Maybe because code is different. A software is a recipe that an autonomous machine can follow (very fast and repeateadly).
But the whole goal of software engineering is not about getting the recipe to the machine. That’s quite easy. It’s about writing the correct recipe so that the output is what’s expected. It’s also about communicating the recipe to fellow developers (sharing knowledge).
But we are not developing recipe that much today. Instead we’ve built enough abstractions that we’re developing recipes of recipes. There’s a lot of indirection between what our recipe says and the final product. While we can be more creative, the failure mode has also increased. But the cost of physically writing a recipe has gone down a lot.
So what matters today is having a good understanding of the tower of abstractions, at least the part that is useful for a project. But you have to be on hand with it to discern the links between each layer and each concept. Because each little one matters. Or you delegate and choose to trust someone else.
Trusting AI is trusting that it can maintain such consistent models so that it produces the expected output. And we all know that they don’t.
There will absolutely be systems of the future that are entirely LLM written.
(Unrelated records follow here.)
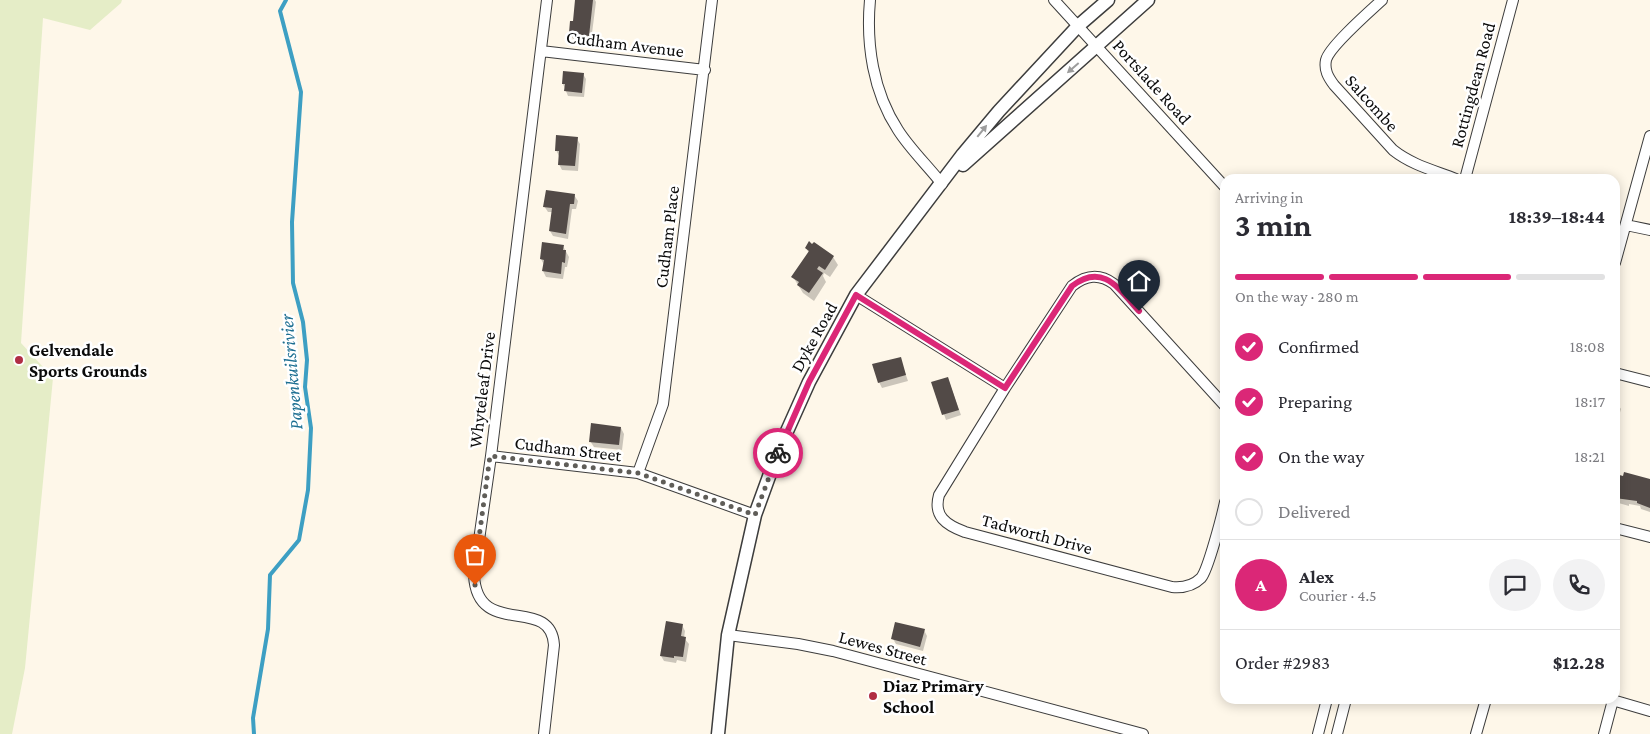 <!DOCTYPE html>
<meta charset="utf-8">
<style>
body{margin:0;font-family:"Crimson Pro",serif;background:#f2f2f3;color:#2b2b33;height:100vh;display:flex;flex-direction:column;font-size:19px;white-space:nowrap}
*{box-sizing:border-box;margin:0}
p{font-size:16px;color:#7c7c81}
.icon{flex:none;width:28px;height:28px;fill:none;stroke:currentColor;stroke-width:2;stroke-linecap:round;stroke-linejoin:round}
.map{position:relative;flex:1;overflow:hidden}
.sheet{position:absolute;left:1220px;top:174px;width:400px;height:530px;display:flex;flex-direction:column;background:#fff;border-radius:15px;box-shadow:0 2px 12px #0003}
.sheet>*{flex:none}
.pin{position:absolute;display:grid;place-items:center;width:42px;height:42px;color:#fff;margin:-51px -21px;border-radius:50% 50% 50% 0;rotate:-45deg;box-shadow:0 0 5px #0007}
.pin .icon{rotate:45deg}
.courier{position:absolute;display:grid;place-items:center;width:50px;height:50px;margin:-25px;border:4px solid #db2777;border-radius:50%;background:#fff;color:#222;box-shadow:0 1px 6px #0007}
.head em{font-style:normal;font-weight:700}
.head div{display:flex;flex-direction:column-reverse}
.head{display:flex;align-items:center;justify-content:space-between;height:85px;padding:0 15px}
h1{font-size:32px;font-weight:700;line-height:38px}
.bar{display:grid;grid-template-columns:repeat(4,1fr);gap:8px 5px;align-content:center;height:60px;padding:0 15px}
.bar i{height:6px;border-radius:4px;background:#e1e1e2}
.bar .active{background:#db2777}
.bar p{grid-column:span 4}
.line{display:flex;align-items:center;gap:12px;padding:0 15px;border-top:1px solid #e1e1e2}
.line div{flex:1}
.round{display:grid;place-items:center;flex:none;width:52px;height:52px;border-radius:26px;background:#f2f2f3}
ol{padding:0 15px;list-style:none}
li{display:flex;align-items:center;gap:15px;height:55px}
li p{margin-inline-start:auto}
li .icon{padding:5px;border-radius:50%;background:#db2777;color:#fff;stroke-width:4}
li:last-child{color:#7c7c81}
li i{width:28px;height:28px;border:2px solid #e1e1e2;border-radius:50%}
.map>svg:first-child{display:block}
</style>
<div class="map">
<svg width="1650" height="734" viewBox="0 0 1650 734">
<rect width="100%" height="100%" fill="#fef7e9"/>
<path fill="#e5edc7" d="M0,0H122L121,3L90,30L43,18L21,343L53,378L25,668L12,734H0Z"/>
<path fill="#0003" d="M577,0H595L596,2L591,41L573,39L570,33L571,22H574Z
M583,74L586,79L584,97L568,96L563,84Z
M577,139L580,144L578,171L562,170L559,164V156L556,150Z
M574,195L578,201L576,209H572L568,239L553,236L550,231L553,212H548L544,206Z
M563,246L569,257L567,267H565L563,279L546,277L543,271L544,265L541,259Z
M806,248L833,257L838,265L830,277L824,273L823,276L826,282L814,301L803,293L793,277L809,253Z
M900,358L908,381L882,388L879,382Z
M948,379L961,415L946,420L933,383Z
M1615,403H1617L1621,409L1616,427Z
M621,428L624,434L622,450L594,447L590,441Z
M1617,476L1650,480V512L1641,509L1640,506L1629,504V506L1615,502Z
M682,625L685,631L684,638L689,644L686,662L677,660L676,663L664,661L661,656Z
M924,630L927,636L923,651L896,644L893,639Z"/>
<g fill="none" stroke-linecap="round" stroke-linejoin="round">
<path stroke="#3d9fc3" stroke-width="4" d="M254,734L253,718L268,629L270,575L299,540L308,490L311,428L305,387L307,360L303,322L293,283L292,222L301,92L280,11L286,0"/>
</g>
<path fill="#524a47" d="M575,0H593L589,36L569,33L570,21H573Z
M563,71L584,73L582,93L564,91L565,84H562Z
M556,135L578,137L575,166L558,165L559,151H555Z
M546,190L575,194L574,204H570L566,234L549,231L552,208L543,207Z
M809,241L812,244L814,242L834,256L825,270L819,266L817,269L823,273L809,293L797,285L799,282L791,277L809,251L805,248Z
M542,242L564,245L563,250H566L565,263L562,262L561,274L542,271L544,260L540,259Z
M901,357L906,375L878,383L872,364Z
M948,377L959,410L942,415L931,382Z
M591,423L621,427L619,445L589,442Z
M1624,472L1650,479V508L1637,503V501L1615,498L1616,474L1623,476Z
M666,621L683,624L681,636L686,637L683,657L674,656V658L660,656Z
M895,622L925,629L920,647L891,639Z"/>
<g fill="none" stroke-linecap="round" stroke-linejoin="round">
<g stroke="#3d3d3d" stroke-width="12">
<path id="minor" d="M870,0C866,44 873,92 898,130C910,149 928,166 942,184
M1054,0L1225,187
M1382,0C1370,11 1329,47 1326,60C1324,70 1328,77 1334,85L1393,150C1412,165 1433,170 1456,179
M541,51L705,70
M1465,179L1513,0
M1626,225L1650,230
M1615,263L1650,136
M856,295L1005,388
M1615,373L1650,382
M1225,406L1114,284C1099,273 1086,275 1072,286L1005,388L939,495C933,516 946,525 965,532L1172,587C1183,588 1193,586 1201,578C1208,570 1222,516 1225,502
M491,456L638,473L755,515
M638,473L663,404L712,0
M1615,528L1650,537
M728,635L798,644L833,651L1143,734
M1609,699L1650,711
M544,734L554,645C551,594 477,640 474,575L491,456L547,0
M1318,734L1327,699
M1337,734L1346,699
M1476,734L1486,699
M1604,734L1613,700"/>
</g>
<g stroke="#3d3d3d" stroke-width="15">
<path id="tertiary" d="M963,165L1148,0
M718,734L728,635L755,515L779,449L809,382L856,295L963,154L999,111L1078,26L1108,0"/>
</g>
<use href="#minor" stroke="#fff" stroke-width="10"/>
<use href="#tertiary" stroke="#fff" stroke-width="12"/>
</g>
<defs><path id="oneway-solid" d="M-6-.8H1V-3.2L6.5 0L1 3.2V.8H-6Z" transform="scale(1.25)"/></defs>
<g fill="#9d9d9d">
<use href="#oneway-solid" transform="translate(1073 68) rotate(139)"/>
<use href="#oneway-solid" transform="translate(982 131) rotate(-51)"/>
</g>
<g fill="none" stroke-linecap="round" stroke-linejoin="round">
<path stroke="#5f5d58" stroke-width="5" stroke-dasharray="0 9" d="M475,585L474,575L490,456L638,473L755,515L778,453"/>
<path stroke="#db2777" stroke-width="6" d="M778,453L809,382L856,295L1005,388L1072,286C1103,262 1119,289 1139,311"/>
</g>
<g fill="#b02d44" stroke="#fff" stroke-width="2">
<circle cx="19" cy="360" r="5"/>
<circle cx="873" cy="696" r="5"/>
</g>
<g text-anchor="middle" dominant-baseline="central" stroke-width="5" stroke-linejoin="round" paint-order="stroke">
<g font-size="18" fill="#0a0a0a" stroke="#fff">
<text transform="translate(625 44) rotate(7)">Cudham Avenue</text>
<text transform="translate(1152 82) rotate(48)">Portslade Road</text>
<text transform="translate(1473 85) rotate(-75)">Rottingdean Road</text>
<text transform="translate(1372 103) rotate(48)">Salcombe</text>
<text transform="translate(667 237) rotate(-83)">Cudham Place</text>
<text transform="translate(814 337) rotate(-61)">Dyke Road</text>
<text transform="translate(482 390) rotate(-83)">Whyteleaf Drive</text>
<text transform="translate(568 449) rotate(7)">Cudham Street</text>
<text transform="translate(1037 534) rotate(15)">Tadworth Drive</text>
<text transform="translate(883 648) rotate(15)">Lewes Street</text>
</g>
<g font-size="18" font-weight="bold" fill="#0a0a0a" stroke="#fff" text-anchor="start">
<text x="29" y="350">Gelvendale<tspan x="29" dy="21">Sports Grounds</tspan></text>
<text x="883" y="686">Diaz Primary<tspan x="883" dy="21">School</tspan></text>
</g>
<g font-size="19" font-style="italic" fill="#1d6f92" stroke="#fff">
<text transform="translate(291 372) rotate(-95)">Papenkuilsrivier</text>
</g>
</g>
</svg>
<div class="pin" style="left:475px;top:585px;background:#ea580c"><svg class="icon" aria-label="bag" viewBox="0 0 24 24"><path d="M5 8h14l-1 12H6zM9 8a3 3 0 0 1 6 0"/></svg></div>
<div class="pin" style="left:1139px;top:311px;background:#1f2937"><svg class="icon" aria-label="home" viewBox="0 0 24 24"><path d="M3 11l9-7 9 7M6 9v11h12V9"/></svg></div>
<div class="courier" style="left:778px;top:453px"><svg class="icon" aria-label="bike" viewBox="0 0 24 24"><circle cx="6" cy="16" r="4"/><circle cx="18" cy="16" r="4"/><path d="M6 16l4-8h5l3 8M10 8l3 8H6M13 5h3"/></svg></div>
<section class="sheet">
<div class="head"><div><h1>3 min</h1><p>Arriving in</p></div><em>18:39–18:44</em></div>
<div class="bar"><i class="active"></i><i class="active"></i><i class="active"></i><i></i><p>On the way · 280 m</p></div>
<ol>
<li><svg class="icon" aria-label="check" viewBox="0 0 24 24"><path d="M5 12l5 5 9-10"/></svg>Confirmed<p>18:08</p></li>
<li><svg class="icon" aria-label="check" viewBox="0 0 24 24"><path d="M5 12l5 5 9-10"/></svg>Preparing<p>18:17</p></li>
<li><svg class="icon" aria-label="check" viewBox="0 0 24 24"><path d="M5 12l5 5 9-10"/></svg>On the way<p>18:21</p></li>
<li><i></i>Delivered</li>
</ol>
<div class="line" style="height:90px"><b class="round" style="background:#db2777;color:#fff">A</b><div><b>Alex</b><p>Courier · 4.5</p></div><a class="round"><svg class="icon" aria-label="chat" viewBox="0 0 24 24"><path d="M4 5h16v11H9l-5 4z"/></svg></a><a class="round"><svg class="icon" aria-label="phone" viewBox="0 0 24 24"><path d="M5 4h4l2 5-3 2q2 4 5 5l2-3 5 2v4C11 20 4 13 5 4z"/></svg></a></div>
<div class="line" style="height:65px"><div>Order #2983</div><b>$12.28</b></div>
</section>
</div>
Honestly they will probably be better quality than the standard offshore team output.
But lets all hope these are not vital systems we end up depending on.
Well i generally look for signals that a place I might eat at knows how to cook. If I walk in and I see rats on the floor and theres no kitchen I probably won't be interested.
There is very clearly many things wrong with this when the things being shown require very little skill or effort.